Task description | An unaltered copy of the listing below is required.

The data |
══════
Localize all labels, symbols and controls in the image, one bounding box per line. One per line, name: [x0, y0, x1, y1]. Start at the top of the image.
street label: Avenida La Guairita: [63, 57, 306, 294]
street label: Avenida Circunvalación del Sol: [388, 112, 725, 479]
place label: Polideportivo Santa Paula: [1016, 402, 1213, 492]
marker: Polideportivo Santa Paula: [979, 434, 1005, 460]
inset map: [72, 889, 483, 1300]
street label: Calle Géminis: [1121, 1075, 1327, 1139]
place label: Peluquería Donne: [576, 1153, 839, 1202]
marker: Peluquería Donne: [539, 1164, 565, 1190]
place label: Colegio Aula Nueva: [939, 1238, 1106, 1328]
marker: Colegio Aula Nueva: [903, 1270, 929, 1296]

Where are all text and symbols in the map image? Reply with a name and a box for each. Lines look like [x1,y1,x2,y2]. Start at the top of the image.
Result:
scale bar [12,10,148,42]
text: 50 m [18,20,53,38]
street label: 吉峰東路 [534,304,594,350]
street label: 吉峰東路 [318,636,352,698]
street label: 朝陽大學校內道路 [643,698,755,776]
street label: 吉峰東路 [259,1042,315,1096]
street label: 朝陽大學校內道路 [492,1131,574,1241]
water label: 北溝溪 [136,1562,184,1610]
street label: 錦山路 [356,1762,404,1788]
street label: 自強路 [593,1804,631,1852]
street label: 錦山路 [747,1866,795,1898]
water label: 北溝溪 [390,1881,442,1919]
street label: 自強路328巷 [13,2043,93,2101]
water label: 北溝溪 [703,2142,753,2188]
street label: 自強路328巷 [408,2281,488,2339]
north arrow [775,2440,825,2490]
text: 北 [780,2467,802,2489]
══════
Response to this task |
Localize all labels, symbols and controls in the image, one bounding box per line. One per line, name: [x0, y0, x1, y1]. Start at the top of the image.
street label: Avenida La Guairita: [63, 57, 306, 294]
street label: Avenida Circunvalación del Sol: [388, 112, 725, 479]
place label: Polideportivo Santa Paula: [1016, 402, 1213, 492]
marker: Polideportivo Santa Paula: [979, 434, 1005, 460]
inset map: [72, 889, 483, 1300]
street label: Calle Géminis: [1121, 1075, 1327, 1139]
place label: Peluquería Donne: [576, 1153, 839, 1202]
marker: Peluquería Donne: [539, 1164, 565, 1190]
place label: Colegio Aula Nueva: [939, 1238, 1106, 1328]
marker: Colegio Aula Nueva: [903, 1270, 929, 1296]

Where are all text and symbols in the map image? Reply with a name and a box for each. Lines look like [x1,y1,x2,y2]. Start at the top of the image.
Result:
scale bar [12,10,148,42]
text: 50 m [18,20,53,38]
street label: 吉峰東路 [534,304,594,350]
street label: 吉峰東路 [318,636,352,698]
street label: 朝陽大學校內道路 [643,698,755,776]
street label: 吉峰東路 [259,1042,315,1096]
street label: 朝陽大學校內道路 [492,1131,574,1241]
water label: 北溝溪 [136,1562,184,1610]
street label: 錦山路 [356,1762,404,1788]
street label: 自強路 [593,1804,631,1852]
street label: 錦山路 [747,1866,795,1898]
water label: 北溝溪 [390,1881,442,1919]
street label: 自強路328巷 [13,2043,93,2101]
water label: 北溝溪 [703,2142,753,2188]
street label: 自強路328巷 [408,2281,488,2339]
north arrow [775,2440,825,2490]
text: 北 [780,2467,802,2489]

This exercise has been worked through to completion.